The author declares no potential conflicts of interest with respect to the research, authorship, and/or publication of this article.
The author would like to thank Dr. Frank Wilke and Dr. Thomas Broska including their staff from the Helios Klinikum Gotha (Germany), and Dr. Bärbel Lesser (Waltershausen, Germany) for their excellent support during writing this article.
On page 2 the reference numbers 29 and 30 were incorrectly cited „To minimize the risk of looesening or dislocation, the Arpe cup should be placed ... parallel to the distal articular surface of trapez bone ...“).
Correctly cited is: „To minimize the risk of loosening or dislocation, the Arpe cup should be placed ... parallel to the proximal articular surface of trapez bone ...“. We apologize for this failure.

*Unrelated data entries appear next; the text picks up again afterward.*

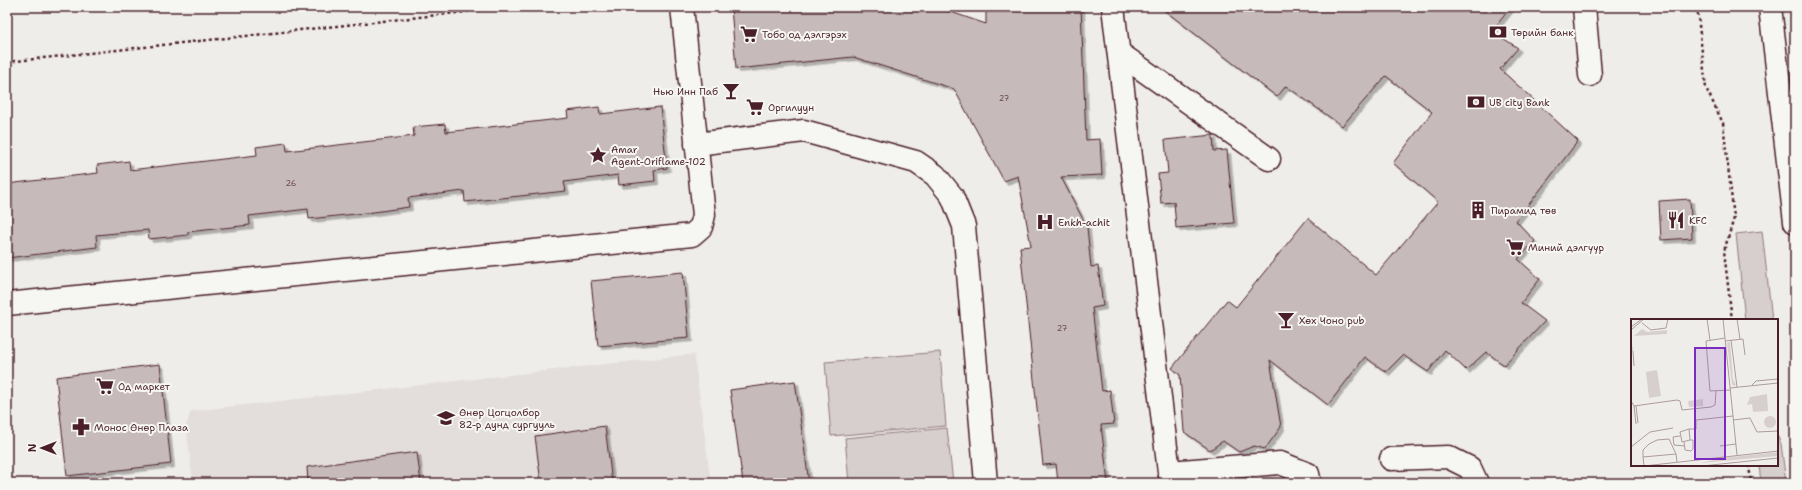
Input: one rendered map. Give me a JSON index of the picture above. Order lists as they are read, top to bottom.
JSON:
{
  "places": {
    "bank": ["Төрийн банк", "UB city Bank"],
    "supermarket": [
      "Тобо од дэлгэрэх",
      "Оргилуун",
      "Миний дэлгүүр",
      "Од маркет"
    ],
    "bar": ["Нью Инн Паб", "Хөх Чоно pub"],
    "place": ["Amar Agent-Oriflame-102"],
    "building": ["Пирамид төв"],
    "restaurant": ["KFC"],
    "hospital": ["Enkh-achit"],
    "school or university": ["Өнөр Цогцолбор 82-р дунд сургууль"],
    "pharmacy": ["Монос Өнөр Плаза"]
  },
  "house_numbers": ["27", "26", "27"],
  "north": "left"
}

To avoid a misunderstanding, with a non-dysplastic trapez bone (trapezial inclination with ≤ 10°) the distal articular surface runs parallel to the proximal surface, and both surfaces are perpendicular to the central axis of scaphoid bone (Figure 2B). Therefore, to our experience with more than 150 inserted Arpe prostheses within the last 10 years the cup should be placed parallel both to the proximal and distal surface. With a dysplastic trapez bone (trapezial inclination with > 10°) the central axis of scaphoid bone is perpendicular only to the proximal articular surface (Figure 3), therefore, for those cases the Arpe cup should be placed parallel only to the proximal articular surface.